The announcement of free school meals for all infant pupils was a masterstroke, drawing some of the sting from Labour's "cost of living" attack and cheering his party's universalist wing. How foolish of the Tories to press ahead with their discriminatory tax breaks for marriage, giving the lie to their claim that they wish to support all and any "hardworking families".

But there were two problems with Clegg's speech that he evaded, rather than confronted. The first, if we are entering a new era of hung politics, is the question of whether the Lib Dems view Labour or the Tories as their natural coalition partner. Clegg sought to present himself as agnostic between the two but the polls repeatedly show that it is the former that his party's activists and voters are drawn towards. In the case of Clegg, the reverse is the case. Today, he declared that "I don’t look at Ed Miliband and David Cameron and ask myself who I’d be most comfortable with, as if I was buying a new sofa." But his staff routinely brief that they crave a renewal of vows with Cameron. If the next election results in another hung parliament but both Labour and the Tories win enough seats to form a majority government with Lib Dem support his party risks a damaging schism.

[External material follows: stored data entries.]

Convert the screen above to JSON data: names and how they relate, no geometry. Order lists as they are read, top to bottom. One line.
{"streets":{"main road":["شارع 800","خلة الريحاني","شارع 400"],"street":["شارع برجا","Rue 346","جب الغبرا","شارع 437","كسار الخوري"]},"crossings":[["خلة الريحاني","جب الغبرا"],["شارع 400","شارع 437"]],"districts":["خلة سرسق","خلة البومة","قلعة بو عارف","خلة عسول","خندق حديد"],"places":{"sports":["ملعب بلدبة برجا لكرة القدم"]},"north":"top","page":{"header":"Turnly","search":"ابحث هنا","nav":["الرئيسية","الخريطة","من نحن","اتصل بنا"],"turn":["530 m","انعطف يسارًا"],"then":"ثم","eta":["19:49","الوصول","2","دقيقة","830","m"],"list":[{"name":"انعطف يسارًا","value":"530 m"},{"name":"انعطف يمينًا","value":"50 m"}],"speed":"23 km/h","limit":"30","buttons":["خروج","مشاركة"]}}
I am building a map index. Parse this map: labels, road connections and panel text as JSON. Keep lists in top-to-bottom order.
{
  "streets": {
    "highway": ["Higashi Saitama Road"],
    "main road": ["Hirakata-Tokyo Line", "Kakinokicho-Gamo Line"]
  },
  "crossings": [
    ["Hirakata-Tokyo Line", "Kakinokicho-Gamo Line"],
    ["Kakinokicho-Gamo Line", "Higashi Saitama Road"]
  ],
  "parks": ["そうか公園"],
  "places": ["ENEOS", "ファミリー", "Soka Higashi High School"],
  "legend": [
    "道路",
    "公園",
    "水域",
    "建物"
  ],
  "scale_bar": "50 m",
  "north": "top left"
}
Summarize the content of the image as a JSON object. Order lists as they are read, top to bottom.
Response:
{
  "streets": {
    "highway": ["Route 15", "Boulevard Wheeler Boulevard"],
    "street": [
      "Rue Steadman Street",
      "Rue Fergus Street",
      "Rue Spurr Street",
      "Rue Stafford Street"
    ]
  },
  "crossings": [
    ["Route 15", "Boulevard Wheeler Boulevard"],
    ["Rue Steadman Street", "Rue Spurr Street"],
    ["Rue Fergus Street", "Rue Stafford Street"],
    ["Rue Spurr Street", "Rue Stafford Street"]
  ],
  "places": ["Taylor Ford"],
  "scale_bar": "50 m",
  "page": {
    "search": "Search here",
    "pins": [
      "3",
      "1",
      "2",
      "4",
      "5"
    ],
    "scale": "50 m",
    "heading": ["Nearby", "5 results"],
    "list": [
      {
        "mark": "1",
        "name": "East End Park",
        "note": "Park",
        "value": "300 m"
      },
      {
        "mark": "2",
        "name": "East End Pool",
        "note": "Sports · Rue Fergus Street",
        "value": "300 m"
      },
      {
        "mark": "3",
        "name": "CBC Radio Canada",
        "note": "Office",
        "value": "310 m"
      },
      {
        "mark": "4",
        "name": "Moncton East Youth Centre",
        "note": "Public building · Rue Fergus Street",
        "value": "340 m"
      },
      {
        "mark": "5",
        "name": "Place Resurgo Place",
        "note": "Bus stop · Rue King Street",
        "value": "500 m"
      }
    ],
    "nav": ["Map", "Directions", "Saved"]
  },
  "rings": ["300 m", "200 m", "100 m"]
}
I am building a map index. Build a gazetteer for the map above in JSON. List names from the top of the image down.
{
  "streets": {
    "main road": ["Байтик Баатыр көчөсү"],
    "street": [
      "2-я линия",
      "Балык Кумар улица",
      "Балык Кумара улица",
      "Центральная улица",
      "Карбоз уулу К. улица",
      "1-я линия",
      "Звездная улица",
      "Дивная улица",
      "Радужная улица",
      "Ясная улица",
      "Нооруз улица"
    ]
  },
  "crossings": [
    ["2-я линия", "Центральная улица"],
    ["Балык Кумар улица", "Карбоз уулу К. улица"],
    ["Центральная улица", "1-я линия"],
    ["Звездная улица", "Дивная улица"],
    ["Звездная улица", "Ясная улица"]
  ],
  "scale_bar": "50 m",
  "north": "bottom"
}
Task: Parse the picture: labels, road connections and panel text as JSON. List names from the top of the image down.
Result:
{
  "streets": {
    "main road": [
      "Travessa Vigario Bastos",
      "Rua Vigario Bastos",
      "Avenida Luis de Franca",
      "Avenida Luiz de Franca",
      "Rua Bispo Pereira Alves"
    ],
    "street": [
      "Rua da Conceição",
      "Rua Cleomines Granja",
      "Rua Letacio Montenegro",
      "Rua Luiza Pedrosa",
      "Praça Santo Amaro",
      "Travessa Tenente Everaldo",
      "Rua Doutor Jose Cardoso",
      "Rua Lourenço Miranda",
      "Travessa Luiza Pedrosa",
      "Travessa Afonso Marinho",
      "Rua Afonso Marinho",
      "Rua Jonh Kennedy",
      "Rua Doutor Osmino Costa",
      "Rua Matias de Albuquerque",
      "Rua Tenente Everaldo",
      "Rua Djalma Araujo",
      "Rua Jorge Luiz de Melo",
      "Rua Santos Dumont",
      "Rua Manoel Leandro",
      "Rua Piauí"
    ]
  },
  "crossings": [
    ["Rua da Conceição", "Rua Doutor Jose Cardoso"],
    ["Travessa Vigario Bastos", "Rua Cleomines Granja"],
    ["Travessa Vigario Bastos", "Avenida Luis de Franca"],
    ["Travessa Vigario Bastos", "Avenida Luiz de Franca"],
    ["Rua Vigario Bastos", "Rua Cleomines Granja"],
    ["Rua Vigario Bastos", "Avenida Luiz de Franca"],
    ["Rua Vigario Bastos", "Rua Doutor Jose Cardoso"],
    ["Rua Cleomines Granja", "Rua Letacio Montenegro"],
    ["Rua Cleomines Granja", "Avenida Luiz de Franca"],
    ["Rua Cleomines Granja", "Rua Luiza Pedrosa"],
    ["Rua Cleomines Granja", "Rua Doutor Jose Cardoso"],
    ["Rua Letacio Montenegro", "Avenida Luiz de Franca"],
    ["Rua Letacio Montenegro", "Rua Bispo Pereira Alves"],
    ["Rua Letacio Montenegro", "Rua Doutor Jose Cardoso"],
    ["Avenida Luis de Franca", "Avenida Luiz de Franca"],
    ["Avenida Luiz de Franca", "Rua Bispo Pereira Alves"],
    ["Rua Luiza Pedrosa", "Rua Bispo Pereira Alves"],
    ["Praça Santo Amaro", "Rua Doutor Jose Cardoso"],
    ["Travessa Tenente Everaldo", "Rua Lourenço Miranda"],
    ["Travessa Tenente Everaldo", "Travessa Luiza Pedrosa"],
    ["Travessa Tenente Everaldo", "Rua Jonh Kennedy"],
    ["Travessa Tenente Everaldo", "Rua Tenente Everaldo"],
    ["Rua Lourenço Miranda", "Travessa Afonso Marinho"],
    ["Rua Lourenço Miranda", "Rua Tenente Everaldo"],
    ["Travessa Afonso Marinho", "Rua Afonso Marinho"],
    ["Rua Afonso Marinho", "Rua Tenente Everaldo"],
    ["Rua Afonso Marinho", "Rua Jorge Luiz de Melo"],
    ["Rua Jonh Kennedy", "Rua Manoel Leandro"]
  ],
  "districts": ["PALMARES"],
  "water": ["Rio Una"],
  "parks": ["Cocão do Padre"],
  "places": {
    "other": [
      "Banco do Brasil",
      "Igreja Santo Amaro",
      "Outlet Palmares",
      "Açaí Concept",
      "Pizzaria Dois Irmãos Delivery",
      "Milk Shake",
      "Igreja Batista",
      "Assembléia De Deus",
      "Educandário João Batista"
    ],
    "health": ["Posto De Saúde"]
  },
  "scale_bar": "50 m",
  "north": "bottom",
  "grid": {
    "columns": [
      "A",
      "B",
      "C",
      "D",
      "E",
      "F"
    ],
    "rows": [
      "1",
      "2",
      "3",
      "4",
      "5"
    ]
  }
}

Jeremy Browne and David Laws will look towards Cameron, Vince Cable and Tim Farron to Miliband.

The second problem is that Clegg's positioning of the Lib Dems as a "party of government" is premised on the belief that another hung parliament is likely in 2015. It certainly appears more probable than it did last year, but recall that while even a seven-point lead wasn't enough for the Tories to secure a majority, a lead of just one-point will be enough for Labour. Clegg confidently ended: "Our place is in Government again." But if Miliband leads Labour into government after 2015, he will be left as the head of a marginalised party, bereft of members and seats (even now, the Lib Dems will struggle to hold onto more than 30), and discredited for a generation by collusion with the party that was for so long its greatest foe.

The Lib Dems' new raison d'être is to serve as a centrist party that takes office in order to ameliorate the extremes of Labour and the Tories. To this end, Clegg has been prepared to trade principle for power. For every one of the Tory policies that he prevented, one can name others that he enabled: the immigration cap, NHS privatisation, £9,000 tuition fees, the VAT rise, the abolition of the 50p tax rate, the benefit cap and the bedroom tax. In the trade-off between principle and power, the danger is that Lib Dems will lose both.

Nick Clegg delivers his speech at the Liberal Democrat conference in Glasgow. Photograph: Getty Images.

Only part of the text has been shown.